## WORK INSTRUCTION
Your answer should repeat every record verbatim.

[[ PROVIDED DATA, beginning ]]

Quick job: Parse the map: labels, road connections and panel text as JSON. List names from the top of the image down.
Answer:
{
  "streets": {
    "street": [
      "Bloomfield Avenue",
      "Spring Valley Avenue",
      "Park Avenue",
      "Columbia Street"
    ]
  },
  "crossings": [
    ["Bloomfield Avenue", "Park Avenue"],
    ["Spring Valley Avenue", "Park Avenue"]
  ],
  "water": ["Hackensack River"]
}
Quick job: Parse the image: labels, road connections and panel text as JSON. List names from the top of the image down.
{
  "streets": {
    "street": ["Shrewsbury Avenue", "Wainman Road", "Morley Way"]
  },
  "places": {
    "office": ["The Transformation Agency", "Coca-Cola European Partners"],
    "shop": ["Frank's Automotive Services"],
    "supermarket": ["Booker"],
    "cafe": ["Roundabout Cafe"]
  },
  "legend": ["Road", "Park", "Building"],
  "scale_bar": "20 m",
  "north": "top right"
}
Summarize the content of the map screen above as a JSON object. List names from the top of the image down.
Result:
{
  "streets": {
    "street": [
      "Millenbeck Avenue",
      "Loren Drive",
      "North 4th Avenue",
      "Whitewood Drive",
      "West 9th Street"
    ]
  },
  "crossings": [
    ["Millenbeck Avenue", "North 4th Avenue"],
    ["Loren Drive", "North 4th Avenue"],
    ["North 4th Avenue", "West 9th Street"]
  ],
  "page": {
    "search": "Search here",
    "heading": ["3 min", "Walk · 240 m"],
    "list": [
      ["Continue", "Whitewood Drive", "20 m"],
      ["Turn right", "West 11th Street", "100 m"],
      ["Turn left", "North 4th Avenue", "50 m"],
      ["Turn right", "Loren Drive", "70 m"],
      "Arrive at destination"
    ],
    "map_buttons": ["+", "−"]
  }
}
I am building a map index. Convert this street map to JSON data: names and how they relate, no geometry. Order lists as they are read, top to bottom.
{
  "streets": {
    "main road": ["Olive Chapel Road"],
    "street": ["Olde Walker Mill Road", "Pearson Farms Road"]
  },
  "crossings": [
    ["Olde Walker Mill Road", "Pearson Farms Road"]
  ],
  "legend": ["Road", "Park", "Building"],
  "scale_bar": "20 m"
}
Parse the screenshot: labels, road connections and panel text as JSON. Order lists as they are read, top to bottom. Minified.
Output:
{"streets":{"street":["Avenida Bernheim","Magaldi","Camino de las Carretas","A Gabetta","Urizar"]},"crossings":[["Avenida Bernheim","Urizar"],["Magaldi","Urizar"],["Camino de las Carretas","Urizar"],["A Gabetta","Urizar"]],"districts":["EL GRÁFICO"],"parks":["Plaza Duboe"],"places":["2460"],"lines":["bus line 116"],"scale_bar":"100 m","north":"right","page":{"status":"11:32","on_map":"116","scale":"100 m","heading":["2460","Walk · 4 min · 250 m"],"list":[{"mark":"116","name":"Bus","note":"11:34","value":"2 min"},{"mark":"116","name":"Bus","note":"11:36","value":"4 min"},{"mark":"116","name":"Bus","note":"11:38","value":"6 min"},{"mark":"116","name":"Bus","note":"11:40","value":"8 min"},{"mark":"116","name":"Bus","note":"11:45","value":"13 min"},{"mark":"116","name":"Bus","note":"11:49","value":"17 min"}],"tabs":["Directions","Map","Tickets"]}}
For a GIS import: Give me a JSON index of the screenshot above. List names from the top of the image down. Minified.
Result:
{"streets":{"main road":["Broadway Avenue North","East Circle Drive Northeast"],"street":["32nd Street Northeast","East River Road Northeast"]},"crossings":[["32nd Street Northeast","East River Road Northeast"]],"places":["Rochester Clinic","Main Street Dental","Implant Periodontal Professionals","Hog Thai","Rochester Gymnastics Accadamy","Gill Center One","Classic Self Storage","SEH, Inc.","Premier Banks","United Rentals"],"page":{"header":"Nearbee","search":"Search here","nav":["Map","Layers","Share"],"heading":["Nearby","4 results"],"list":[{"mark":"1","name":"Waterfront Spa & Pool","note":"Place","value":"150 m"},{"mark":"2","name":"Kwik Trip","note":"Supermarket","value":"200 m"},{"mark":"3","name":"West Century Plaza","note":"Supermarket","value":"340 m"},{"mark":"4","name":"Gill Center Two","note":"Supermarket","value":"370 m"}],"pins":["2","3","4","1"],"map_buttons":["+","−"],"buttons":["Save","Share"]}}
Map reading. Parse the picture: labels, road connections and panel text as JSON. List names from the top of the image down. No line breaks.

[[ PROVIDED DATA, end ]]

## FINISHED EXERCISE
Quick job: Parse the map: labels, road connections and panel text as JSON. List names from the top of the image down.
Answer:
{
  "streets": {
    "street": [
      "Bloomfield Avenue",
      "Spring Valley Avenue",
      "Park Avenue",
      "Columbia Street"
    ]
  },
  "crossings": [
    ["Bloomfield Avenue", "Park Avenue"],
    ["Spring Valley Avenue", "Park Avenue"]
  ],
  "water": ["Hackensack River"]
}
Quick job: Parse the image: labels, road connections and panel text as JSON. List names from the top of the image down.
{
  "streets": {
    "street": ["Shrewsbury Avenue", "Wainman Road", "Morley Way"]
  },
  "places": {
    "office": ["The Transformation Agency", "Coca-Cola European Partners"],
    "shop": ["Frank's Automotive Services"],
    "supermarket": ["Booker"],
    "cafe": ["Roundabout Cafe"]
  },
  "legend": ["Road", "Park", "Building"],
  "scale_bar": "20 m",
  "north": "top right"
}
Summarize the content of the map screen above as a JSON object. List names from the top of the image down.
Result:
{
  "streets": {
    "street": [
      "Millenbeck Avenue",
      "Loren Drive",
      "North 4th Avenue",
      "Whitewood Drive",
      "West 9th Street"
    ]
  },
  "crossings": [
    ["Millenbeck Avenue", "North 4th Avenue"],
    ["Loren Drive", "North 4th Avenue"],
    ["North 4th Avenue", "West 9th Street"]
  ],
  "page": {
    "search": "Search here",
    "heading": ["3 min", "Walk · 240 m"],
    "list": [
      ["Continue", "Whitewood Drive", "20 m"],
      ["Turn right", "West 11th Street", "100 m"],
      ["Turn left", "North 4th Avenue", "50 m"],
      ["Turn right", "Loren Drive", "70 m"],
      "Arrive at destination"
    ],
    "map_buttons": ["+", "−"]
  }
}
I am building a map index. Convert this street map to JSON data: names and how they relate, no geometry. Order lists as they are read, top to bottom.
{
  "streets": {
    "main road": ["Olive Chapel Road"],
    "street": ["Olde Walker Mill Road", "Pearson Farms Road"]
  },
  "crossings": [
    ["Olde Walker Mill Road", "Pearson Farms Road"]
  ],
  "legend": ["Road", "Park", "Building"],
  "scale_bar": "20 m"
}
Parse the screenshot: labels, road connections and panel text as JSON. Order lists as they are read, top to bottom. Minified.
Output:
{"streets":{"street":["Avenida Bernheim","Magaldi","Camino de las Carretas","A Gabetta","Urizar"]},"crossings":[["Avenida Bernheim","Urizar"],["Magaldi","Urizar"],["Camino de las Carretas","Urizar"],["A Gabetta","Urizar"]],"districts":["EL GRÁFICO"],"parks":["Plaza Duboe"],"places":["2460"],"lines":["bus line 116"],"scale_bar":"100 m","north":"right","page":{"status":"11:32","on_map":"116","scale":"100 m","heading":["2460","Walk · 4 min · 250 m"],"list":[{"mark":"116","name":"Bus","note":"11:34","value":"2 min"},{"mark":"116","name":"Bus","note":"11:36","value":"4 min"},{"mark":"116","name":"Bus","note":"11:38","value":"6 min"},{"mark":"116","name":"Bus","note":"11:40","value":"8 min"},{"mark":"116","name":"Bus","note":"11:45","value":"13 min"},{"mark":"116","name":"Bus","note":"11:49","value":"17 min"}],"tabs":["Directions","Map","Tickets"]}}
For a GIS import: Give me a JSON index of the screenshot above. List names from the top of the image down. Minified.
Result:
{"streets":{"main road":["Broadway Avenue North","East Circle Drive Northeast"],"street":["32nd Street Northeast","East River Road Northeast"]},"crossings":[["32nd Street Northeast","East River Road Northeast"]],"places":["Rochester Clinic","Main Street Dental","Implant Periodontal Professionals","Hog Thai","Rochester Gymnastics Accadamy","Gill Center One","Classic Self Storage","SEH, Inc.","Premier Banks","United Rentals"],"page":{"header":"Nearbee","search":"Search here","nav":["Map","Layers","Share"],"heading":["Nearby","4 results"],"list":[{"mark":"1","name":"Waterfront Spa & Pool","note":"Place","value":"150 m"},{"mark":"2","name":"Kwik Trip","note":"Supermarket","value":"200 m"},{"mark":"3","name":"West Century Plaza","note":"Supermarket","value":"340 m"},{"mark":"4","name":"Gill Center Two","note":"Supermarket","value":"370 m"}],"pins":["2","3","4","1"],"map_buttons":["+","−"],"buttons":["Save","Share"]}}
Map reading. Parse the picture: labels, road connections and panel text as JSON. List names from the top of the image down. No line breaks.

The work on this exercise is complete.